*** Block opens ***
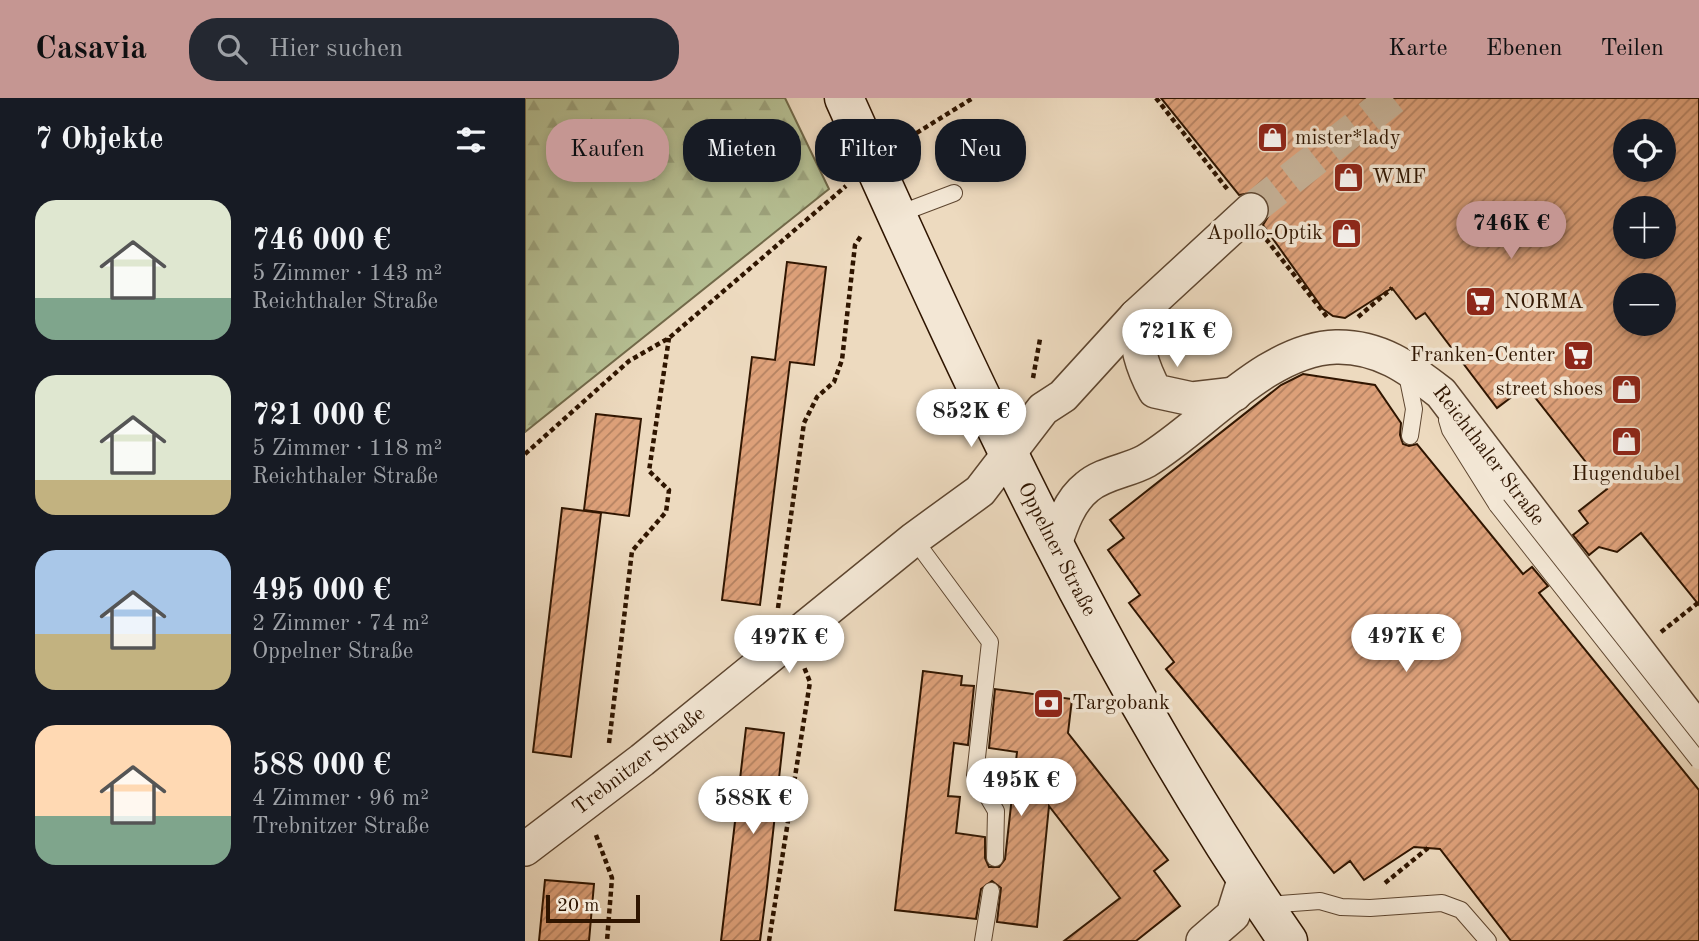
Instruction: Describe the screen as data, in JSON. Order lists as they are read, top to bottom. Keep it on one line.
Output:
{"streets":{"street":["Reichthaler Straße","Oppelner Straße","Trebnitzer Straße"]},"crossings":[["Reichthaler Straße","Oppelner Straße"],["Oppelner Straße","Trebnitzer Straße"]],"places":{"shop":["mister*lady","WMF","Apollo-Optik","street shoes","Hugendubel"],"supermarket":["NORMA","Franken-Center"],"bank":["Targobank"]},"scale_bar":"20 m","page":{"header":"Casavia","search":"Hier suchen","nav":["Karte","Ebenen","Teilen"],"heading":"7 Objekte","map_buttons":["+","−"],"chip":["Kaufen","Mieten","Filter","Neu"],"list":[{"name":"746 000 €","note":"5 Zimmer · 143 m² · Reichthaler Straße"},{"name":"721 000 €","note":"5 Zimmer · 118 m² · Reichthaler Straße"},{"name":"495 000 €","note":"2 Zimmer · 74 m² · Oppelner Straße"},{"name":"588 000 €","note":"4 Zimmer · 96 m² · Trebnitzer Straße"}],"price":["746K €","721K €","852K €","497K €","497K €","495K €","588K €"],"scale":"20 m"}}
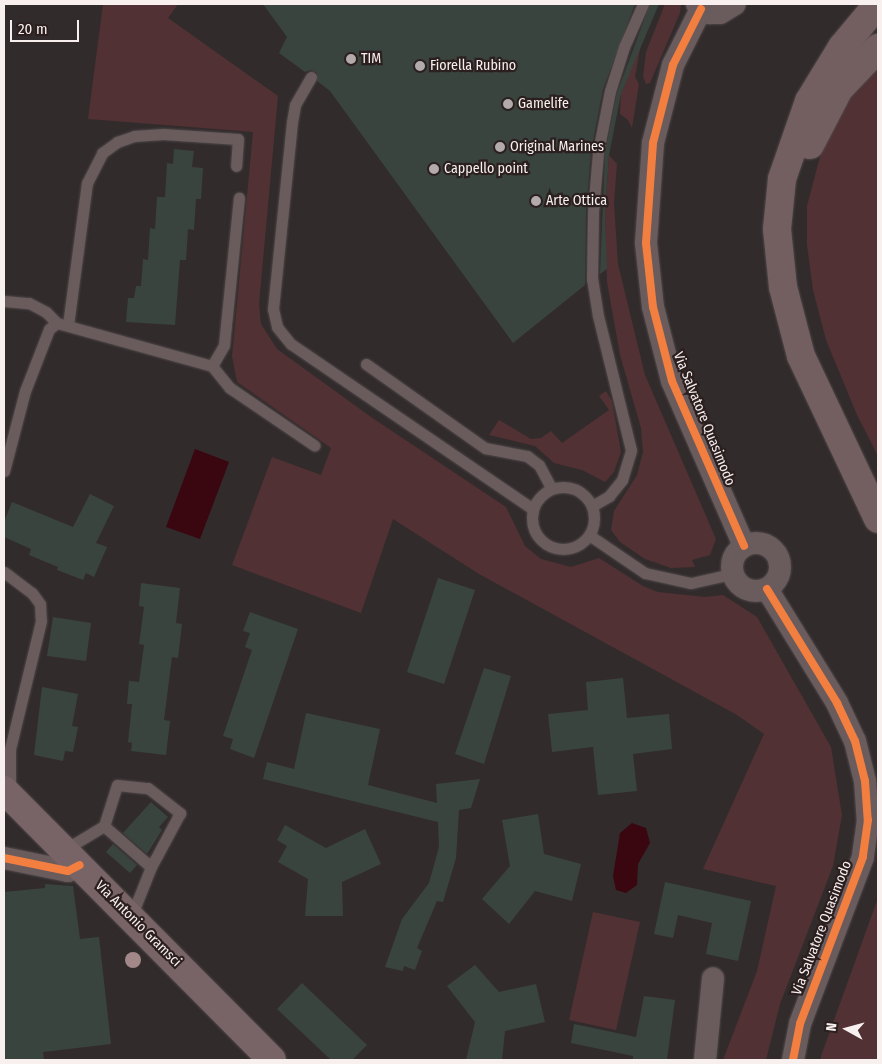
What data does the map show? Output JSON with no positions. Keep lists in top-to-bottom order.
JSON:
*** Block closes ***
* [GOAL OF THE EXERCISE]: Whenever the word "JSON" shows up in a line of the entries, list that line.

* [RESPONSE BELOW]:
Instruction: Describe the screen as data, in JSON. Order lists as they are read, top to bottom. Keep it on one line.
What data does the map show? Output JSON with no positions. Keep lists in top-to-bottom order.
JSON:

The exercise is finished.